[Stored data]

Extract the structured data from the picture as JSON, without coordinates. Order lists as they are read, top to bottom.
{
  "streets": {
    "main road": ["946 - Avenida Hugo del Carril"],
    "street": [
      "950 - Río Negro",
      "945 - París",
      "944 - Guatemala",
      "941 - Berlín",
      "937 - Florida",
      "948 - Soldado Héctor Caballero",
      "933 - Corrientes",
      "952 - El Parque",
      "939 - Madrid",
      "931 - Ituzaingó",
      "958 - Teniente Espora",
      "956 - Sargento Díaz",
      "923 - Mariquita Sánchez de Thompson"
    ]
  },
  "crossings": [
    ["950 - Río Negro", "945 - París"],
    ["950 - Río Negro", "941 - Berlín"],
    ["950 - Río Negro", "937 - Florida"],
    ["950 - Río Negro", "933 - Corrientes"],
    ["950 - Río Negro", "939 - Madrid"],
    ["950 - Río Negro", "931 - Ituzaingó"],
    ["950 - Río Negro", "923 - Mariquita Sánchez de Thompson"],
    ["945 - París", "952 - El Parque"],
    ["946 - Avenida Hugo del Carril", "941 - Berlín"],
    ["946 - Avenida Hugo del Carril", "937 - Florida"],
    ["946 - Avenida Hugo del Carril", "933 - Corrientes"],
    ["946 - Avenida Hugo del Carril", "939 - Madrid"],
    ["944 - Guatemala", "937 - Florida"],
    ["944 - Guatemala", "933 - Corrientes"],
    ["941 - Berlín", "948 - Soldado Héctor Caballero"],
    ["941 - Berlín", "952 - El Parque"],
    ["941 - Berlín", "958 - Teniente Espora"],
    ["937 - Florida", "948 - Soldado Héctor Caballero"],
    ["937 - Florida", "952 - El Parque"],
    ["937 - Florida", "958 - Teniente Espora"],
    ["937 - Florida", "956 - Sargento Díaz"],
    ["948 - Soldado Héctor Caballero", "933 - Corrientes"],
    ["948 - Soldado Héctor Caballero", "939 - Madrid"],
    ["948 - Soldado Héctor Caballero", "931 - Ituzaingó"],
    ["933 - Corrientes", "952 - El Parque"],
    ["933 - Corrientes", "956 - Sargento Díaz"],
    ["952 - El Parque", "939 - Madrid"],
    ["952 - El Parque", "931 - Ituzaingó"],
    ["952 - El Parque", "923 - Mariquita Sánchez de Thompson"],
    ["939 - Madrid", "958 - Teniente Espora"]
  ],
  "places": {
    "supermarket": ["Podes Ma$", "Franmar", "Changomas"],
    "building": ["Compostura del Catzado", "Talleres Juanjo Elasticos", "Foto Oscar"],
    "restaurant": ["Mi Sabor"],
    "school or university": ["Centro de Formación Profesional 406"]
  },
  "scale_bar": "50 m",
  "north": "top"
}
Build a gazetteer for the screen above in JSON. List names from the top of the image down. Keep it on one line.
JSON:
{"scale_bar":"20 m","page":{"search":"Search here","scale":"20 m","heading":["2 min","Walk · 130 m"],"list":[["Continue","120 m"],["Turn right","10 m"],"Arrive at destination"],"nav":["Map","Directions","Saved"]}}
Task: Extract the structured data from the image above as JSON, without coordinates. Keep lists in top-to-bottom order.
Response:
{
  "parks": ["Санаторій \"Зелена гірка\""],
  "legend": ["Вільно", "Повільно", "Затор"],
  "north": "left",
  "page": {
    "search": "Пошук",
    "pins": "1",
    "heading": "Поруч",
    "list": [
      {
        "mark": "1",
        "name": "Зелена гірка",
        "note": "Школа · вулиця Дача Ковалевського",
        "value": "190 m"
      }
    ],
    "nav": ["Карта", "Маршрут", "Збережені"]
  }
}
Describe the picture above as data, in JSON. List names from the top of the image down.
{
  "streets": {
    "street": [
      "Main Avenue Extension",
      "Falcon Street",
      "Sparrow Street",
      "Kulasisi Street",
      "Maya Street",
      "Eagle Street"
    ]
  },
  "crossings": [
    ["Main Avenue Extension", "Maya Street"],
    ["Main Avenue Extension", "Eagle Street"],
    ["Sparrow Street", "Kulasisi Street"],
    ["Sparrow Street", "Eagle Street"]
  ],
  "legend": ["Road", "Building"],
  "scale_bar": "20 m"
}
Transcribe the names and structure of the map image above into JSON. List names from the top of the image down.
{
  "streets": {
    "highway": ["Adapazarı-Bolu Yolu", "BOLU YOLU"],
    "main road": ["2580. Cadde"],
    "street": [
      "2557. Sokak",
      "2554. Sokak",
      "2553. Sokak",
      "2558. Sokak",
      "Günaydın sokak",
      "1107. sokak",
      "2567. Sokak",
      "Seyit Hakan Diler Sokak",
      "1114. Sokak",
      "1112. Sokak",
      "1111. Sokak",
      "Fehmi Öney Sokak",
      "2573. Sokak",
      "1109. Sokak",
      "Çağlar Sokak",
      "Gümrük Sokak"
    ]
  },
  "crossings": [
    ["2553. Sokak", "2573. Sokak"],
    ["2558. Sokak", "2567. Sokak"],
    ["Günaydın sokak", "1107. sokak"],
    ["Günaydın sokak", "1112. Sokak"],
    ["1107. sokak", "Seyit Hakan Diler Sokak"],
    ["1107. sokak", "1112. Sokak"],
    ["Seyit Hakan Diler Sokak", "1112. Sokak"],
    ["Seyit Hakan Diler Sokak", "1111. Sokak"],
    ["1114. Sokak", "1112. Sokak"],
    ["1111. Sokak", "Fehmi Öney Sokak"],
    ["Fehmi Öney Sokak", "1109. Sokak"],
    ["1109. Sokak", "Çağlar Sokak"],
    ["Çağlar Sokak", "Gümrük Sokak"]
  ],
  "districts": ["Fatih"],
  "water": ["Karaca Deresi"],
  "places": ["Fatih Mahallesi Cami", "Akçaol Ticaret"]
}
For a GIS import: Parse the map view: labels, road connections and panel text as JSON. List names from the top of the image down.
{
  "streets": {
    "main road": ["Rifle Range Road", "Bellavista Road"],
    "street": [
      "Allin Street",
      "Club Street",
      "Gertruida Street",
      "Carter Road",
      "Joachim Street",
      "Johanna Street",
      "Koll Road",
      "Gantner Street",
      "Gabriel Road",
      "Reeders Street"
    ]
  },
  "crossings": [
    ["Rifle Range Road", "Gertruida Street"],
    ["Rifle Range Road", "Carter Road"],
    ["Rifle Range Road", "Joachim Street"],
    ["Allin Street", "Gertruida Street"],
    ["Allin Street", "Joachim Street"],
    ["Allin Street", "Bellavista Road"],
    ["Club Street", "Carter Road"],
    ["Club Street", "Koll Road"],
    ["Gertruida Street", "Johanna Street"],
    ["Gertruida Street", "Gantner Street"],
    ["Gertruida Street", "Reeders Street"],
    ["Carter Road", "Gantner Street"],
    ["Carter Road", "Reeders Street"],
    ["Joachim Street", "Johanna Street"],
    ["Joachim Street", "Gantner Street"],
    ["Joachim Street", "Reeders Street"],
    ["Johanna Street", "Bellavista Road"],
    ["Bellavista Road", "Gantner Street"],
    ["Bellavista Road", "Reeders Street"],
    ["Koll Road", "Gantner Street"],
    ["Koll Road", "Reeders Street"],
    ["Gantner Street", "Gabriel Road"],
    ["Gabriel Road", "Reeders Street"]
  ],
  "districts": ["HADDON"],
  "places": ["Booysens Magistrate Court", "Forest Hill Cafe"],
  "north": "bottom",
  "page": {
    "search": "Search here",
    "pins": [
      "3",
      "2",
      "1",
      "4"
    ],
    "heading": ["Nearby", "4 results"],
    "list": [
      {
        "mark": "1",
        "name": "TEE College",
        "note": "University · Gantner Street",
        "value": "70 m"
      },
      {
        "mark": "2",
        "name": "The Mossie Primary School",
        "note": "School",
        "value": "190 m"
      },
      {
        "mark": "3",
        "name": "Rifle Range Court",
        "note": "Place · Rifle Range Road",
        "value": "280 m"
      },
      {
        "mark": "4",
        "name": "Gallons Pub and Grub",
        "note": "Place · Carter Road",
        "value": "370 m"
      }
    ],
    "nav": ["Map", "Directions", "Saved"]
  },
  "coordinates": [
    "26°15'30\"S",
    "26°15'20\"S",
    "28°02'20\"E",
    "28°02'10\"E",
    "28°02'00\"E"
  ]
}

**WHAT NEEDS TO BE DONE:** Please transcribe only the lines in the records above running from the line that has "Build a gazetteer" through the line that has "Task: Extract the", both included, exactly as they appear.

**REPLY:**
Build a gazetteer for the screen above in JSON. List names from the top of the image down. Keep it on one line.
JSON:
{"scale_bar":"20 m","page":{"search":"Search here","scale":"20 m","heading":["2 min","Walk · 130 m"],"list":[["Continue","120 m"],["Turn right","10 m"],"Arrive at destination"],"nav":["Map","Directions","Saved"]}}
Task: Extract the structured data from the image above as JSON, without coordinates. Keep lists in top-to-bottom order.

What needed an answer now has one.